Le film parle d’un homme à l’automne de sa vie, qui vend son âme au Diable, après avoir résisté pendant plusieurs décennies à la tentation. Se retrouvant chômeur, sans un sou, rejeté par son milieu, il va plonger tête la première dans la corruption et la saloperie humaine, jusqu'à ce qu'elles le submergent.
Le film est lourd de symboles, chaque personnage est ‘bigger than life’ : le bon géant venu d’Argentine, incapable de se battre mais propulsé champion représente l’innocence et la jeunesse envolées de Bogie, le manager n’est autre qu’un Satan rondouillard et vorace étranger à tout sentiment humain. L’épouse du héros est bien sûr sa mauvaise conscience qu'il fera taire jusqu'au bout. Enfin – pas tout à fait.
C'est un film âpre, brutal, sans faux-fuyants ni folklore, au moins aussi dur que le fut « NOUS AVONS GAGNÉ CE SOIR » avant lui, mais encore plus incisif et désabusé. C'est avec stupeur que nous voyons Bogart s’enferrer dans la fange et le déni de lui-même et avec un réel soulagement qu’on le verra racheter son âme pour 26.000 $. On n’aime pas voir les légendes foulées au pied ! L’acteur visiblement fatigué et usé, offre une prestation sobre, dénuée de tics, très émouvante. Face à lui, Rod Steiger dans un de ses meilleurs rôles, crève l’écran en pourri d’anthologie. Enjôleur, gueulard, cannibale, il compose un méchant qu’on n’est pas près d’oublier. Jan Sterling apparaît assez peu, mais se montre très crédible en épouse stoïque et digne. Tous les seconds rôles sont parfaitement à leur place.

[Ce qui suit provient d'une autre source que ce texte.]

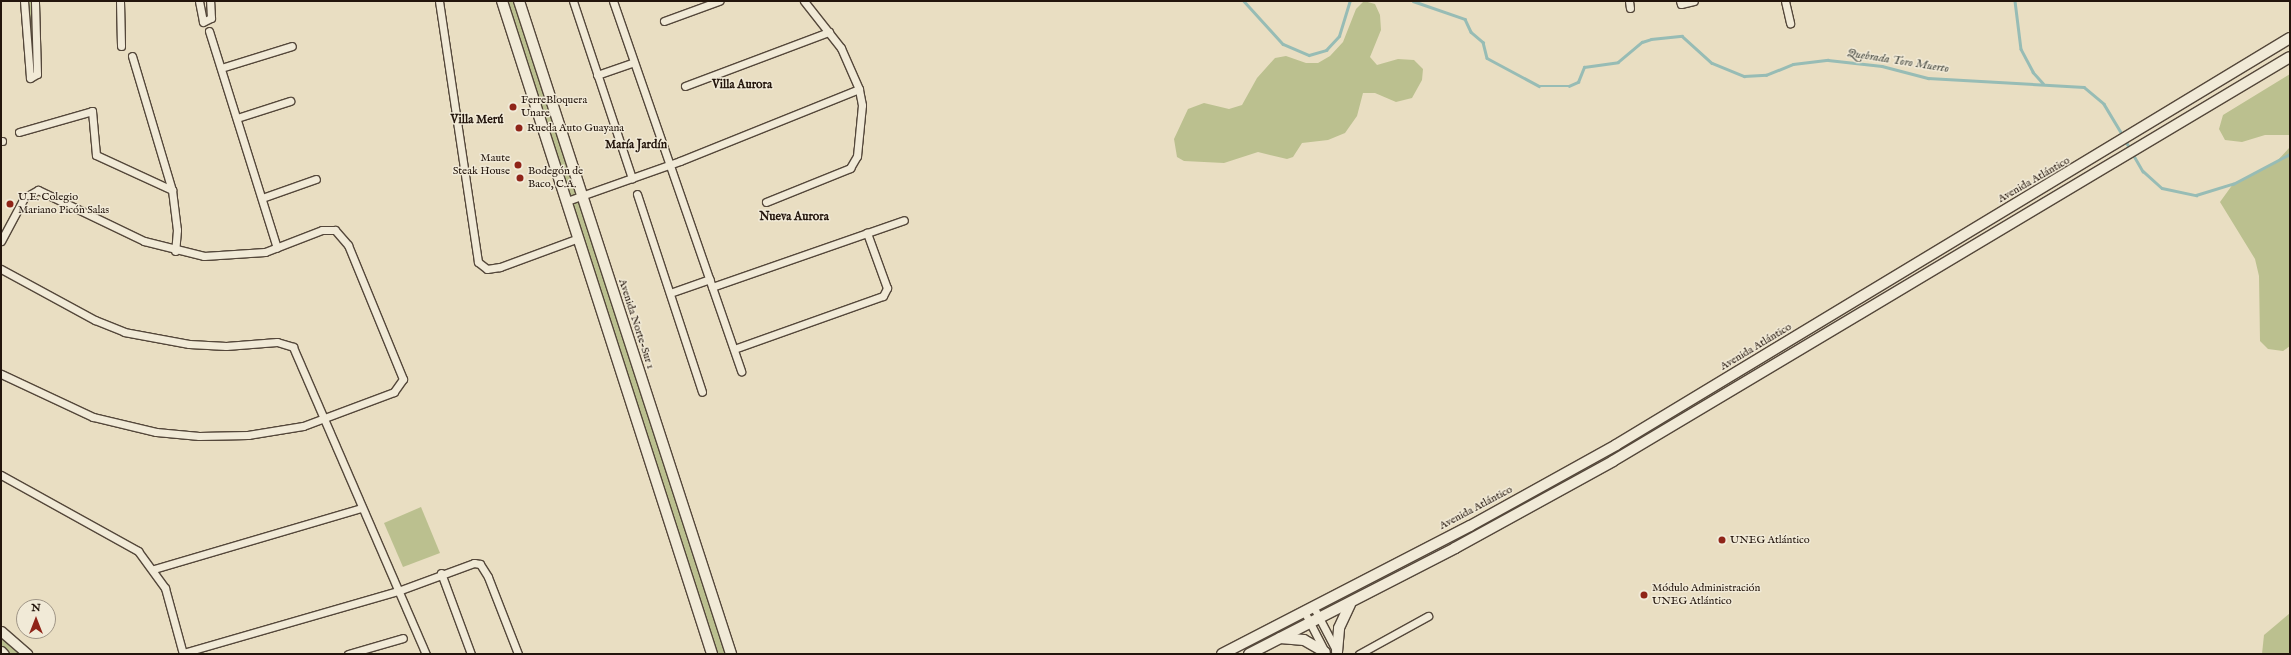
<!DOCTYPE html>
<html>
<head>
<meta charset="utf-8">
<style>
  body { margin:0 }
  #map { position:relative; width:2291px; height:655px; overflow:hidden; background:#e9dec2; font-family:"IM FELL English",serif }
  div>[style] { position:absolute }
  .green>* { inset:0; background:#bbc08f }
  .stream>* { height:2.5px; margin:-1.25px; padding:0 1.25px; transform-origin:1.25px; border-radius:1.25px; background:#97bcb5 }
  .roads { filter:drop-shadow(1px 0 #54473a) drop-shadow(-1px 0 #54473a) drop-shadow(0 1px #54473a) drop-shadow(0 -1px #54473a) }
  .minor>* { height:7px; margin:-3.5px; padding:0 3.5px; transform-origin:3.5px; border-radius:3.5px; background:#f1ead7 }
  .tertiary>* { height:9px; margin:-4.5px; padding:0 4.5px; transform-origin:4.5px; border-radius:4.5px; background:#f1ead7 }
  .secondary>* { height:10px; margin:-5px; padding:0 5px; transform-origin:5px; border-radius:5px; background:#f1ead7 }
  .dots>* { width:11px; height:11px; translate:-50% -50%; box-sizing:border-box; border:2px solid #f1ead7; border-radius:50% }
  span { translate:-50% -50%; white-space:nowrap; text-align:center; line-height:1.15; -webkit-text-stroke:3px #f1ead7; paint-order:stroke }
  .poi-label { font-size:11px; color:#23150c }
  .left { translate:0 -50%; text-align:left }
  .right { translate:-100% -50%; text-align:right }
  .street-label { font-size:11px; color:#23150c }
  .water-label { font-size:12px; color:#4c4f47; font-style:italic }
  .neighbourhood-label { font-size:12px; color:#23150c; font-weight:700 }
  .frame { position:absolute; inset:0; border:2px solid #23150c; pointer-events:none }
  .north { position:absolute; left:16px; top:599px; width:40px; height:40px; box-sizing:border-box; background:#f1ead7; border:1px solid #9f9586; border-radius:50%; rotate:0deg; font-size:11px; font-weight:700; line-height:16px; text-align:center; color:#23150c }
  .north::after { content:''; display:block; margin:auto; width:14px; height:18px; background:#8f2418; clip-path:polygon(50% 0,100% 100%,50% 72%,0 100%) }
</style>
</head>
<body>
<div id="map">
  <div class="green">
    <div style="clip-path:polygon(24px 1px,35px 1px,37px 74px,30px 78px)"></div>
    <div style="clip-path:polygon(502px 1px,519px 1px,731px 654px,712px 654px)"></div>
    <div style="clip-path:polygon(1364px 1px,1375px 4px,1380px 15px,1381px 30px,1370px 57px,1377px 65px,1398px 59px,1414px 60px,1423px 69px,1422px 80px,1412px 98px,1396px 102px,1375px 93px,1363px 93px,1357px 116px,1345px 133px,1328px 140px,1302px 143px,1293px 157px,1287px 159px,1258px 152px,1224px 163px,1184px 161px,1177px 157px,1174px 139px,1188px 109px,1204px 103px,1229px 109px,1242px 105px,1257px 78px,1275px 58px,1286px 56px,1306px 63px,1318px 63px,1330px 56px,1343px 42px,1356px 9px)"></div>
    <div style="clip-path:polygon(2290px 74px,2290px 135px,2265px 135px,2242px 142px,2225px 140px,2219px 129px,2223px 115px)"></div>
    <div style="clip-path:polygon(2290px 147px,2290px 346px,2283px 351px,2268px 349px,2260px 341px,2259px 276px,2255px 259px,2220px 202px,2233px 184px,2277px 161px)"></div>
    <div style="clip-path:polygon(421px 507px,440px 553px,403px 567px,384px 523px)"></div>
    <div style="clip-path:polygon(2290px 613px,2290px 654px,2262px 654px,2264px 635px)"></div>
    <div style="clip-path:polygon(1px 631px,27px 654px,4px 654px,1px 651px)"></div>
  </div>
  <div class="stream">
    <div style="left:1244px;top:1px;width:58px;rotate:47.8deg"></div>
    <div style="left:1283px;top:44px;width:28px;rotate:23deg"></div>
    <div style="left:1309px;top:55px;width:18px;rotate:-16deg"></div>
    <div style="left:1326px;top:50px;width:19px;rotate:-47deg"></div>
    <div style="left:1339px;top:36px;width:37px;rotate:-73deg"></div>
    <div style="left:1413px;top:1px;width:55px;rotate:19.1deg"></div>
    <div style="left:1465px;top:19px;width:14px;rotate:65deg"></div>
    <div style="left:1471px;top:32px;width:16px;rotate:40deg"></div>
    <div style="left:1483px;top:42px;width:16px;rotate:76deg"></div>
    <div style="left:1487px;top:58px;width:59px;rotate:28.3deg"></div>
    <div style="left:1539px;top:86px;width:30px"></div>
    <div style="left:1569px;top:86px;width:10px;rotate:-24deg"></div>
    <div style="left:1578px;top:82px;width:16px;rotate:-68deg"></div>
    <div style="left:1584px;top:67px;width:34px;rotate:-8deg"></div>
    <div style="left:1618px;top:62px;width:31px;rotate:-40deg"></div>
    <div style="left:1642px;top:42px;width:9px;rotate:-18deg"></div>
    <div style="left:1651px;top:39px;width:31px;rotate:-6deg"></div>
    <div style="left:1682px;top:36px;width:40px;rotate:42deg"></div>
    <div style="left:1712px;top:63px;width:35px;rotate:22deg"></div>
    <div style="left:1744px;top:76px;width:22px;rotate:-3deg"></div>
    <div style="left:1766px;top:75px;width:29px;rotate:-22deg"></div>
    <div style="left:1793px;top:64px;width:35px;rotate:-7deg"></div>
    <div style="left:1828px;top:60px;width:54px;rotate:6.3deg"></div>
    <div style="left:1882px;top:66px;width:48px;rotate:14.6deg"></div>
    <div style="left:1928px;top:78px;width:156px;rotate:3.3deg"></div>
    <div style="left:2084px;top:87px;width:26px;rotate:40deg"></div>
    <div style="left:2104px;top:104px;width:37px;rotate:59deg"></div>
    <div style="left:2015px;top:1px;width:48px;rotate:82.9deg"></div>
    <div style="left:2021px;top:49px;width:26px;rotate:62deg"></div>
    <div style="left:2033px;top:72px;width:15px;rotate:48deg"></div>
    <div style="left:2125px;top:140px;width:12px;rotate:59deg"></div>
    <div style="left:2133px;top:154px;width:20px;rotate:60deg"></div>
    <div style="left:2143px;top:171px;width:25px;rotate:42deg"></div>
    <div style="left:2162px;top:188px;width:35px;rotate:12deg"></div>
    <div style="left:2196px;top:195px;width:39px;rotate:-17deg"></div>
    <div style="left:2233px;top:184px;width:64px;rotate:-27.8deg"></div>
  </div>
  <div class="roads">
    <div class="minor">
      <div style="left:24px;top:1px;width:77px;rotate:85.5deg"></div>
      <div style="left:30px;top:78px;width:8px;rotate:-30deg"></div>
      <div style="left:37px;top:74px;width:73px;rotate:-91.6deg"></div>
      <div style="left:120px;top:1px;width:45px;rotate:88.7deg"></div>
      <div style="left:199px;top:1px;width:21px;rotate:79deg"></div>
      <div style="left:203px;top:22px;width:9px;rotate:-27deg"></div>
      <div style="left:211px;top:18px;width:17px;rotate:-93deg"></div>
      <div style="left:439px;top:1px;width:264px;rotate:81.5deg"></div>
      <div style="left:478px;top:262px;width:11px;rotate:38deg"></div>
      <div style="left:487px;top:269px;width:13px;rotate:-9deg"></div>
      <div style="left:500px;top:267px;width:84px;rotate:-20.2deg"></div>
      <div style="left:573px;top:1px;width:187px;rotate:71.6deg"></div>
      <div style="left:613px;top:1px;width:392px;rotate:70.9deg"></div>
      <div style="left:1629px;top:1px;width:7px;rotate:82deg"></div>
      <div style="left:1680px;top:1px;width:3px;rotate:72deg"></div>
      <div style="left:1681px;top:4px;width:13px;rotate:-13deg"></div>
      <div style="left:1785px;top:1px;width:23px;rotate:77deg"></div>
      <div style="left:664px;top:21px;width:59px;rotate:-20deg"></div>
      <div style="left:209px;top:31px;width:227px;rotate:72.6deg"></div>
      <div style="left:132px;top:56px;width:140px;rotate:73.4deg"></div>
      <div style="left:172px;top:190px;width:40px;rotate:82.9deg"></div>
      <div style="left:177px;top:230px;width:21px;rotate:95deg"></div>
      <div style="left:221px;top:68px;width:74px;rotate:-17.2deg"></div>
      <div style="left:597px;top:75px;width:39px;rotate:-19deg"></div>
      <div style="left:685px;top:86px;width:154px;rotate:-20.6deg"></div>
      <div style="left:237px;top:118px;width:56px;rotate:-17.8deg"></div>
      <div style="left:19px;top:132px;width:76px;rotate:-16deg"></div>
      <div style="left:92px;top:111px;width:44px;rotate:84.8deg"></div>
      <div style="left:96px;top:155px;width:84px;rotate:24.7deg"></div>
      <div style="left:1px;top:141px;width:1px"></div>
      <div style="left:637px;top:194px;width:208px;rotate:71.8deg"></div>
      <div style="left:262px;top:198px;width:57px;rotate:-19.4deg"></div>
      <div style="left:567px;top:201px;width:120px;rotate:-19.5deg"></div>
      <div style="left:680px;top:161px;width:193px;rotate:-21.9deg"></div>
      <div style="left:766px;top:202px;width:91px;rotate:-22deg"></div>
      <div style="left:850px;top:168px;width:14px;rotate:-60deg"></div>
      <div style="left:857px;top:156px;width:51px;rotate:-84.4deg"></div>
      <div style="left:862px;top:105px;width:16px;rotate:-101deg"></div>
      <div style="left:859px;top:89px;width:45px;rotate:-113.7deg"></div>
      <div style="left:841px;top:48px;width:60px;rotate:-128.2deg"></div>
      <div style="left:1px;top:241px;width:49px;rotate:-61.9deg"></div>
      <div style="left:24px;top:198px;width:16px;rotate:-30deg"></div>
      <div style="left:38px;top:190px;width:118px;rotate:25.7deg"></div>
      <div style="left:144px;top:241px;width:62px;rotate:14deg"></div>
      <div style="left:204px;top:256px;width:61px;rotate:-3.8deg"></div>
      <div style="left:265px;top:252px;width:61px;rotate:-21.1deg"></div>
      <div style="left:322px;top:230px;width:13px"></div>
      <div style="left:335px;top:230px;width:20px;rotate:49deg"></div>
      <div style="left:348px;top:245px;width:145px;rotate:67.7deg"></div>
      <div style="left:403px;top:379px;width:16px;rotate:125deg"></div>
      <div style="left:394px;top:392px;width:97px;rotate:159.5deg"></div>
      <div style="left:303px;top:426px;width:56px;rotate:170.7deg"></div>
      <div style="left:248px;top:435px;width:49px;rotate:178.8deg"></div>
      <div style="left:199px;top:436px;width:43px;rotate:-174.7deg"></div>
      <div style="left:156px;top:432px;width:65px;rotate:-166.6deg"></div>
      <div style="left:93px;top:417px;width:102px;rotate:-154.9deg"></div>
      <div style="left:1px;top:269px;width:107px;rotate:28.5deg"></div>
      <div style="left:95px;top:320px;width:31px;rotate:22deg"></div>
      <div style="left:124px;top:332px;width:66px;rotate:10.5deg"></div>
      <div style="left:189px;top:344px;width:37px;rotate:3deg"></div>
      <div style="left:226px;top:346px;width:51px;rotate:-4.5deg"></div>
      <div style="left:277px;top:342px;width:17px;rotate:17deg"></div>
      <div style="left:293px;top:347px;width:335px;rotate:66.6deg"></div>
      <div style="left:712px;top:287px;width:203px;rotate:-19.2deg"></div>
      <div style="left:670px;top:293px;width:42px;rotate:-19.3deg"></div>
      <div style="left:734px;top:349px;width:158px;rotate:-19.6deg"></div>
      <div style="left:883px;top:296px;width:9px;rotate:-63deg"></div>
      <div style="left:887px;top:288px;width:59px;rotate:-110deg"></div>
      <div style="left:1px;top:475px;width:157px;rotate:29deg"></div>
      <div style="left:138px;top:551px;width:46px;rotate:53.9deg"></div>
      <div style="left:165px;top:588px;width:68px;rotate:74.7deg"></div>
      <div style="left:154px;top:569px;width:216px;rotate:-16.4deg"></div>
      <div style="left:441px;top:573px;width:86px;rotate:69.7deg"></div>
      <div style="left:1313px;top:606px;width:52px;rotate:62.4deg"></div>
      <div style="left:1304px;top:611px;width:46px;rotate:62.9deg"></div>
      <div style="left:183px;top:653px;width:224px;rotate:-16.1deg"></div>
      <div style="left:398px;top:591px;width:81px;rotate:-20.2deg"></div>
      <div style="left:474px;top:563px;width:6px;rotate:9deg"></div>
      <div style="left:480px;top:564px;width:15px;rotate:58deg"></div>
      <div style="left:488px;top:577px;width:83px;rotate:68.7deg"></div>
      <div style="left:348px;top:654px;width:57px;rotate:-16.2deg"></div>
      <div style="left:1359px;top:654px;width:79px;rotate:-28.8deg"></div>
    </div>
    <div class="tertiary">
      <div style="left:1px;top:631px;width:35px;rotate:41deg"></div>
      <div style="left:1px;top:651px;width:4px;rotate:45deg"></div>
    </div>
    <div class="secondary">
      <div style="left:502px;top:1px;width:686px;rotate:72.17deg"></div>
      <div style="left:519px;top:1px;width:687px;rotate:72.01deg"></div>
      <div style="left:1280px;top:638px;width:24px;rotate:5deg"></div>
      <div style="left:1304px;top:640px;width:24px;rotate:30deg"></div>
      <div style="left:1337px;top:652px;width:24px;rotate:-85deg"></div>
      <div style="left:1339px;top:628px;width:26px;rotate:-65deg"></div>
      <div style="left:1222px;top:654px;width:279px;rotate:-27.3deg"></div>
      <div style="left:1470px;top:526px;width:167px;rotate:-29deg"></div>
      <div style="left:1616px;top:445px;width:787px;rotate:-31.13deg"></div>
      <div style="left:1249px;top:654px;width:232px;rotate:-27.2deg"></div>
      <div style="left:1455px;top:548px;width:180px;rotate:-28.8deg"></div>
      <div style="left:1613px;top:461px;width:788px;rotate:-30.83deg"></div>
    </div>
  </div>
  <div class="dots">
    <div style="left:513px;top:107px;background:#8f2418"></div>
    <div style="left:519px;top:128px;background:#8f2418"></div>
    <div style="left:518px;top:165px;background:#8f2418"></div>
    <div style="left:520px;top:178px;background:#8f2418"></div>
    <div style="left:10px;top:204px;background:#8f2418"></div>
    <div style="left:1722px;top:540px;background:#8f2418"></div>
    <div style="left:1644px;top:595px;background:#8f2418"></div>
  </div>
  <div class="poi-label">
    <span class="left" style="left:521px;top:107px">FerreBloquera<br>Unare</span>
    <span class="left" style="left:527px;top:128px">Rueda Auto Guayana</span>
    <span class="right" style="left:510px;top:165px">Maute<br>Steak House</span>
    <span class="left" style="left:528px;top:178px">Bodegón de<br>Baco, C.A.</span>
    <span class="left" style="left:18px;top:204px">U.E. Colegio<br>Mariano Picón Salas</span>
    <span class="left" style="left:1730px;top:540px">UNEG Atlántico</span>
    <span class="left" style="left:1652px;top:595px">Módulo Administración<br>UNEG Atlántico</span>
  </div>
  <div class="street-label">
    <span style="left:2034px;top:180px;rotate:-30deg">Avenida Atlántico</span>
    <span style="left:636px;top:324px;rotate:72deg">Avenida Norte-Sur 1</span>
    <span style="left:1756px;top:347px;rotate:-31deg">Avenida Atlántico</span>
    <span style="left:1476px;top:508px;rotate:-28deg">Avenida Atlántico</span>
  </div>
  <div class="water-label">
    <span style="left:1898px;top:61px;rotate:9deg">Quebrada Toro Muerto</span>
  </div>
  <div class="neighbourhood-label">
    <span style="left:742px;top:85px">Villa Aurora</span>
    <span style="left:477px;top:120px">Villa Merú</span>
    <span style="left:636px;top:145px">María Jardín</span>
    <span style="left:794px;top:217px">Nueva Aurora</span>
  </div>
  <div class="frame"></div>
  <div class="north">N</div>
</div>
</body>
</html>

Le démontage manifestement très documenté des rouages du milieu de la boxe est déjà fascinant en soi, et suffirait à faire de « PLUS DURE SERA LA CHUTE » un grand film. Mais c'est le portrait d’un homme au bord du gouffre qui touche le plus. Le fait que ce soit la dernière apparition de Bogart n’est pas pour rien dans l’émotion que génère cet ultime plan devant sa machine à écrire rédemptrice. Très beau film.